▸ EXERCISE DESCRIPTION: Retype every record exactly. Skip the images.

▸ SOURCE MATERIAL:
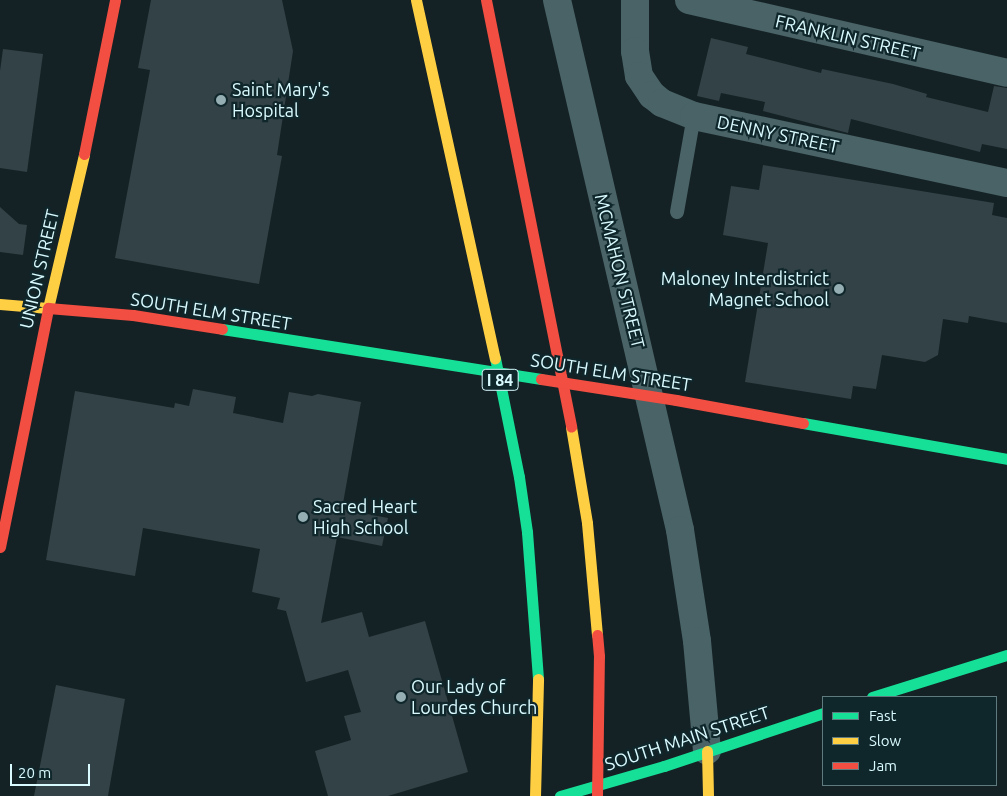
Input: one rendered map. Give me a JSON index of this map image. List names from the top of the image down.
{
  "streets": {
    "main road": [
      "UNION STREET",
      "SOUTH ELM STREET",
      "I 84",
      "SOUTH MAIN STREET"
    ],
    "street": ["FRANKLIN STREET", "DENNY STREET", "MCMAHON STREET"]
  },
  "crossings": [
    ["UNION STREET", "SOUTH ELM STREET"],
    ["MCMAHON STREET", "SOUTH MAIN STREET"]
  ],
  "places": [
    "Saint Mary's Hospital",
    "Maloney Interdistrict Magnet School",
    "Sacred Heart High School",
    "Our Lady of Lourdes Church"
  ],
  "legend": ["Fast", "Slow", "Jam"],
  "scale_bar": "20 m"
}
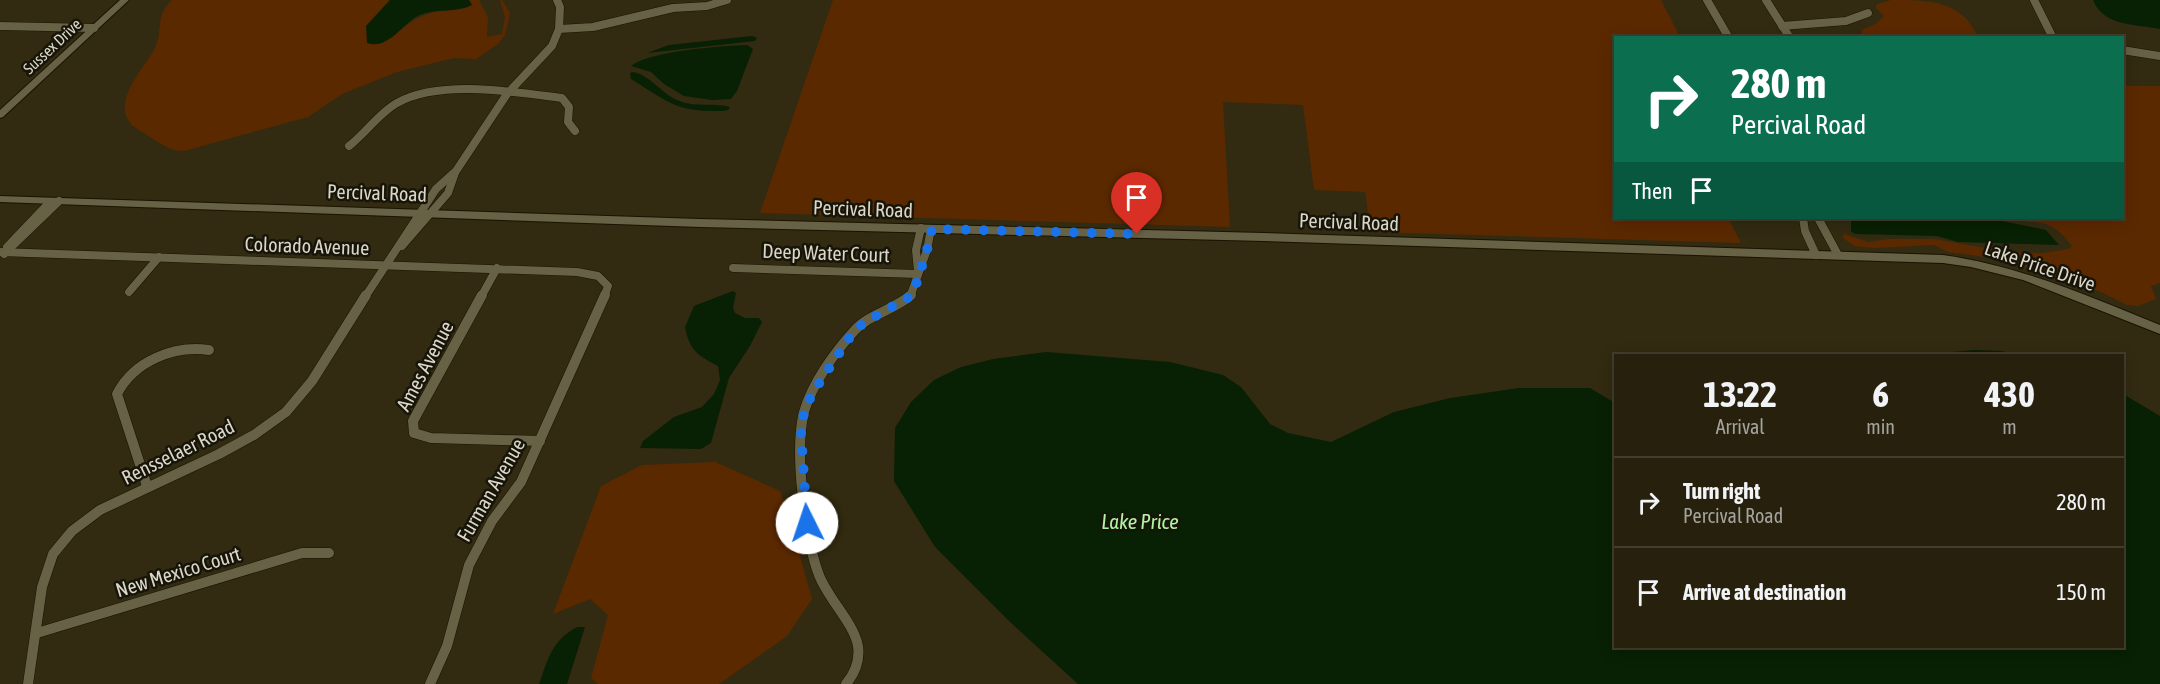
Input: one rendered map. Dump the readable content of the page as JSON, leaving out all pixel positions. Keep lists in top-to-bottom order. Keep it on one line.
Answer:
{"streets":{"street":["Sussex Drive","Percival Road","Colorado Avenue","Deep Water Court","Lake Price Drive","Ames Avenue","Rensselaer Road","Furman Avenue","New Mexico Court"]},"crossings":[["Percival Road","Lake Price Drive"],["Percival Road","Rensselaer Road"],["Colorado Avenue","Ames Avenue"],["Colorado Avenue","Rensselaer Road"],["Colorado Avenue","Furman Avenue"],["Ames Avenue","Furman Avenue"],["Rensselaer Road","New Mexico Court"]],"water":["Lake Price"],"page":{"turn":["280 m","Percival Road"],"then":"Then","eta":["13:22","Arrival","6","min","430","m"],"list":[{"name":"Turn right","note":"Percival Road","value":"280 m"},{"name":"Arrive at destination","value":"150 m"}]}}
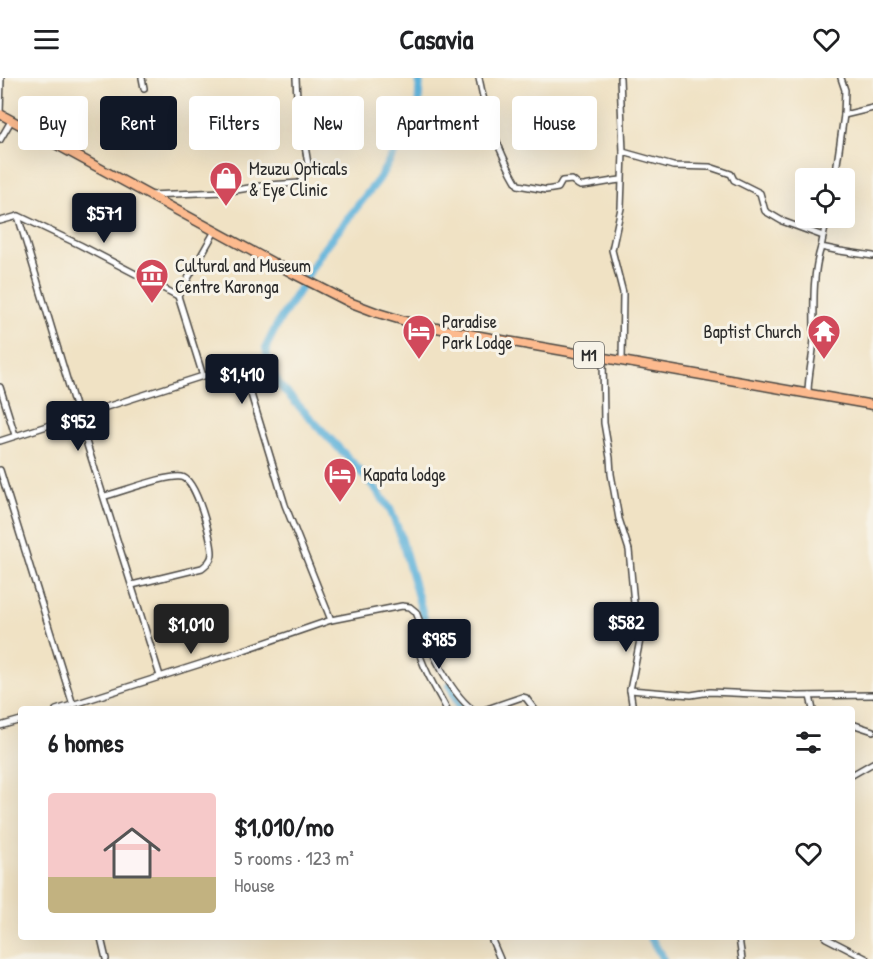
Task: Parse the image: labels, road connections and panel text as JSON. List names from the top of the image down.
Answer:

▸ RESULT OF THIS TASK:
Input: one rendered map. Give me a JSON index of this map image. List names from the top of the image down.
{
  "streets": {
    "main road": [
      "UNION STREET",
      "SOUTH ELM STREET",
      "I 84",
      "SOUTH MAIN STREET"
    ],
    "street": ["FRANKLIN STREET", "DENNY STREET", "MCMAHON STREET"]
  },
  "crossings": [
    ["UNION STREET", "SOUTH ELM STREET"],
    ["MCMAHON STREET", "SOUTH MAIN STREET"]
  ],
  "places": [
    "Saint Mary's Hospital",
    "Maloney Interdistrict Magnet School",
    "Sacred Heart High School",
    "Our Lady of Lourdes Church"
  ],
  "legend": ["Fast", "Slow", "Jam"],
  "scale_bar": "20 m"
}
Input: one rendered map. Dump the readable content of the page as JSON, leaving out all pixel positions. Keep lists in top-to-bottom order. Keep it on one line.
Answer:
{"streets":{"street":["Sussex Drive","Percival Road","Colorado Avenue","Deep Water Court","Lake Price Drive","Ames Avenue","Rensselaer Road","Furman Avenue","New Mexico Court"]},"crossings":[["Percival Road","Lake Price Drive"],["Percival Road","Rensselaer Road"],["Colorado Avenue","Ames Avenue"],["Colorado Avenue","Rensselaer Road"],["Colorado Avenue","Furman Avenue"],["Ames Avenue","Furman Avenue"],["Rensselaer Road","New Mexico Court"]],"water":["Lake Price"],"page":{"turn":["280 m","Percival Road"],"then":"Then","eta":["13:22","Arrival","6","min","430","m"],"list":[{"name":"Turn right","note":"Percival Road","value":"280 m"},{"name":"Arrive at destination","value":"150 m"}]}}
Task: Parse the image: labels, road connections and panel text as JSON. List names from the top of the image down.
Answer:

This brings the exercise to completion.